**WHAT TO DO**
If a record below holds a picture, leave the picture out and copy the rest exactly.
• • • • • • •
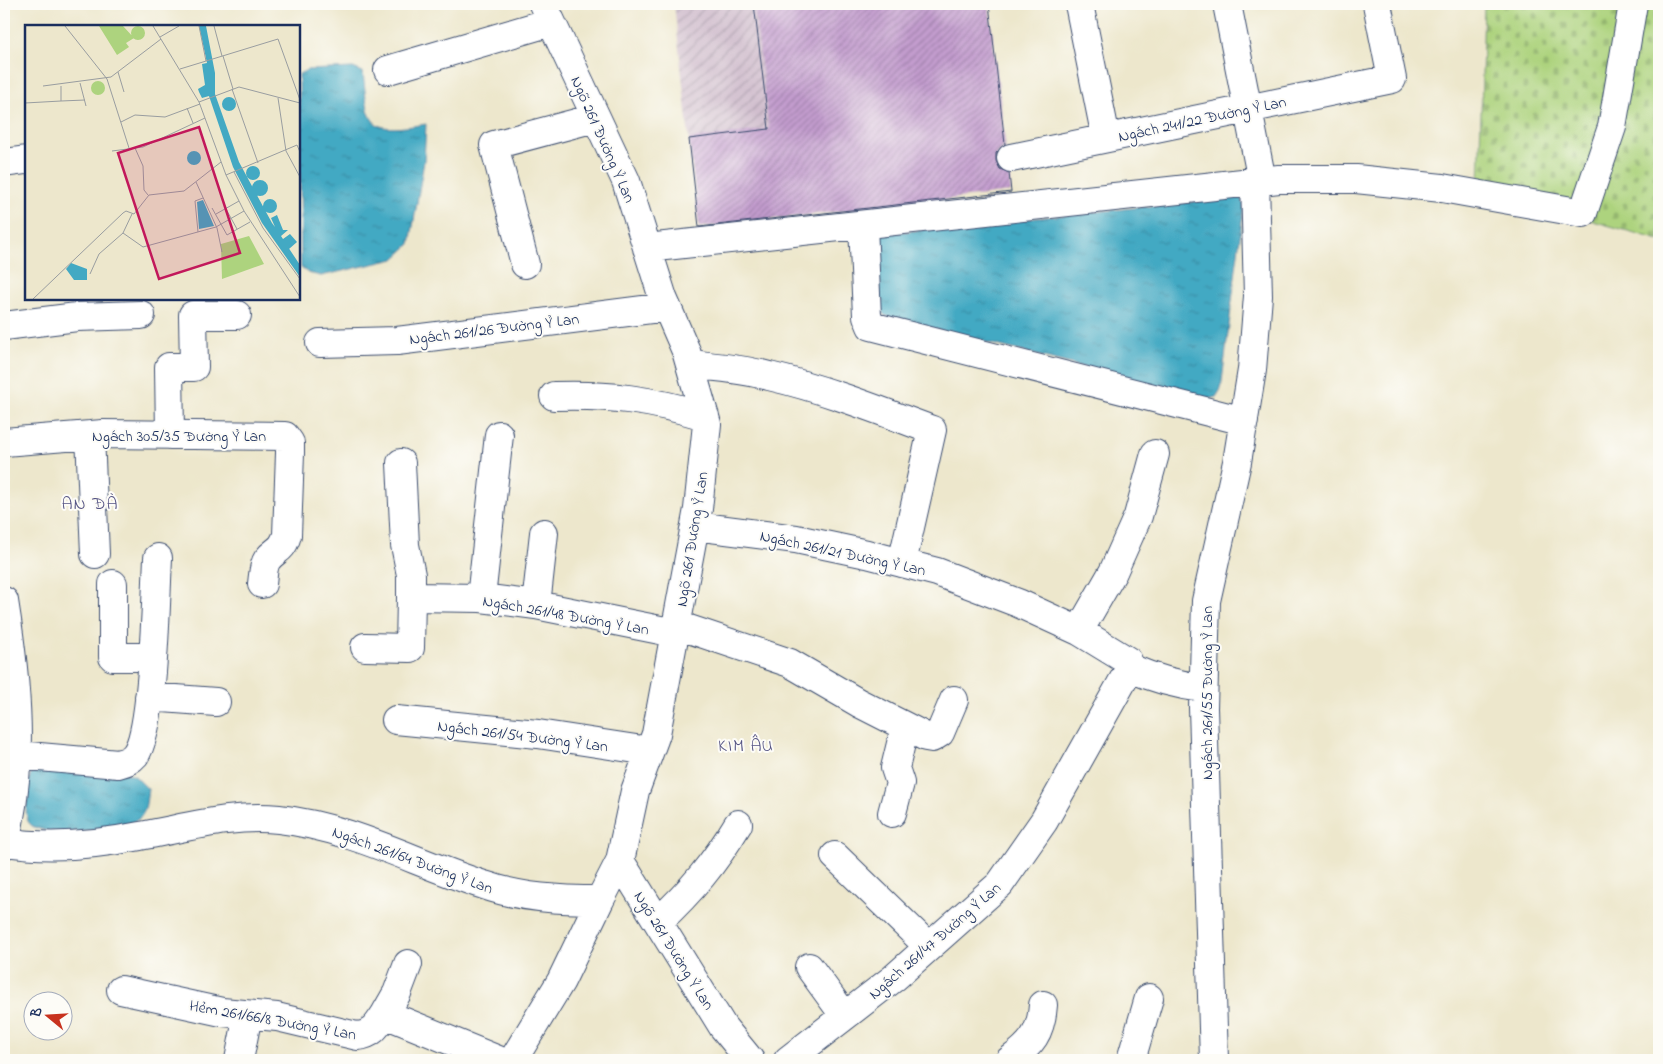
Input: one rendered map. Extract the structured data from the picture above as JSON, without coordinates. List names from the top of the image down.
{
  "streets": {
    "street": [
      "Ngách 241/22 Đường Ỷ Lan",
      "Ngõ 261 Đường Ỷ Lan",
      "Ngách 261/26 Đường Ỷ Lan",
      "Ngách 305/35 Đường Ỷ Lan",
      "Ngách 261/21 Đường Ỷ Lan",
      "Ngách 261/48 Đường Ỷ Lan",
      "Ngách 261/55 Đường Ỷ Lan",
      "Ngách 261/54 Đường Ỷ Lan",
      "Ngách 261/64 Đường Ỷ Lan",
      "Ngách 261/47 Đường Ỷ Lan",
      "Hẻm 261/66/8 Đường Ỷ Lan"
    ]
  },
  "crossings": [
    ["Ngách 241/22 Đường Ỷ Lan", "Ngách 261/55 Đường Ỷ Lan"],
    ["Ngõ 261 Đường Ỷ Lan", "Ngách 261/26 Đường Ỷ Lan"],
    ["Ngõ 261 Đường Ỷ Lan", "Ngách 261/21 Đường Ỷ Lan"],
    ["Ngõ 261 Đường Ỷ Lan", "Ngách 261/48 Đường Ỷ Lan"],
    ["Ngõ 261 Đường Ỷ Lan", "Ngách 261/54 Đường Ỷ Lan"],
    ["Ngách 261/21 Đường Ỷ Lan", "Ngách 261/55 Đường Ỷ Lan"],
    ["Ngách 261/21 Đường Ỷ Lan", "Ngách 261/47 Đường Ỷ Lan"]
  ],
  "districts": ["AN ĐÀ", "KIM ÂU"],
  "north": "left"
}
• • • • • • •
**EXERCISE RESULT**
Input: one rendered map. Extract the structured data from the picture above as JSON, without coordinates. List names from the top of the image down.
{
  "streets": {
    "street": [
      "Ngách 241/22 Đường Ỷ Lan",
      "Ngõ 261 Đường Ỷ Lan",
      "Ngách 261/26 Đường Ỷ Lan",
      "Ngách 305/35 Đường Ỷ Lan",
      "Ngách 261/21 Đường Ỷ Lan",
      "Ngách 261/48 Đường Ỷ Lan",
      "Ngách 261/55 Đường Ỷ Lan",
      "Ngách 261/54 Đường Ỷ Lan",
      "Ngách 261/64 Đường Ỷ Lan",
      "Ngách 261/47 Đường Ỷ Lan",
      "Hẻm 261/66/8 Đường Ỷ Lan"
    ]
  },
  "crossings": [
    ["Ngách 241/22 Đường Ỷ Lan", "Ngách 261/55 Đường Ỷ Lan"],
    ["Ngõ 261 Đường Ỷ Lan", "Ngách 261/26 Đường Ỷ Lan"],
    ["Ngõ 261 Đường Ỷ Lan", "Ngách 261/21 Đường Ỷ Lan"],
    ["Ngõ 261 Đường Ỷ Lan", "Ngách 261/48 Đường Ỷ Lan"],
    ["Ngõ 261 Đường Ỷ Lan", "Ngách 261/54 Đường Ỷ Lan"],
    ["Ngách 261/21 Đường Ỷ Lan", "Ngách 261/55 Đường Ỷ Lan"],
    ["Ngách 261/21 Đường Ỷ Lan", "Ngách 261/47 Đường Ỷ Lan"]
  ],
  "districts": ["AN ĐÀ", "KIM ÂU"],
  "north": "left"
}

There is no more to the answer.